After switching to test engineer, I started working on E2E test automation at a client’s office. The application under test(AUT) is sort of safety confirmation system. The main test scenario is that first you manipulate the AUT, then you check if an email are sent to expected group of people(i.e. email address).
I had a great predecessor who had worked on implementing core logic and one of main test scenarios, and configuring CI environment we needed. Based on my predecessor’s work, my 2 colleagues and I started working to scale automated tests. scale
means like increasing test patterns. All test scenarios had a common pattern(e.g. manipulating the web page and receiving e-mails from the web page).
The end of chapter
The project became to the end of one chapter. One of my colleagues, a young potentially brilliant engineer, went out due to lack of client’s budget. The other one of my colleagues, also a brilliant veteran engineer, went out because he tended to be absent. I kept working there. I was responsible for operating(kicking) the automated tests and implementing new automated tests.
Inside the project
Let me explain about some detail of the project. The main goal is to achieve shorter time to market by automating regression tests. The client works in water fall process. The client employs software developers and outsources software testing to us. We choose Selenium WebDriver, Spock, Groovy etc, and automated around 150 test scenarios. As a CI environment we selected Jenkins so that everyone can kick automated tests. I kicked the automated tests on the need basis only before releasing. It’s at weekdays night or weekends. It’s about once every 3 or 4 months. When we started running the entire automated tests, it would take from 40 to 50 hours. As long as I know(I spent 1.5 years with the client), we found 2 or 3 faults by the automated tests.
Good things
- For the first time it’s really stimulating to see automated test. It’s like you’re hacking browsers.

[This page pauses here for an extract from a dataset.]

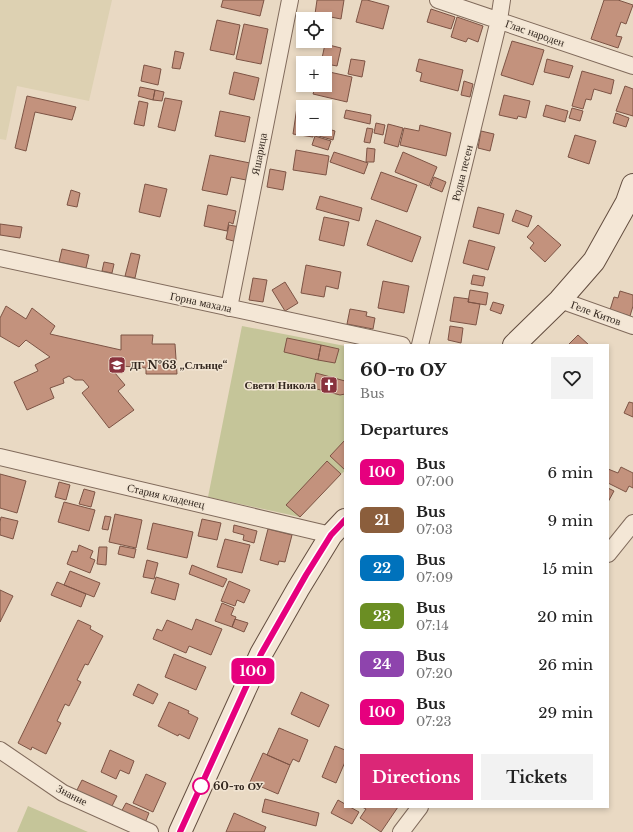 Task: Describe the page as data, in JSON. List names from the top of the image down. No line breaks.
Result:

- Effectiveness of test automation had been described clearly(It certainly shorten time to market).
- As one of man-month projects, there was a beautiful switch from a senior engineer to young engineers.
Problems I left
1. Hard to practice CI
40 hours is too long for automated tests. Although it depends on companies what test you automate, it makes difficult to run every night. This is what you call ice corn pattern.
2. Huge impact when all automated tests fails at night.
I had kicked automated tests at the end of day and checked the result at the following day. What if all the automated tests failed? It likely happen for example when the test environment has a problem and all the test fails due to the same cause. It’s a sort of critical hit to me when we were on a tight schedule. I had to check in advance if the test environment was rightly provisioned.
3. Flakiness in IE.
I had to injected retry logic. MS has announced that IE is deprecated. I wonder how they are doing.
Summary
As I expected, it’s like an awkward story, but I really appreciate all of my stakeholders. I hope this would help you to know what test automation engineer is like. But I think the number of this role will decrease because there has been some companies that provide test automation tools for non-programmers. I couldn’t imagine that at that moment. I might be lucky to experience this role.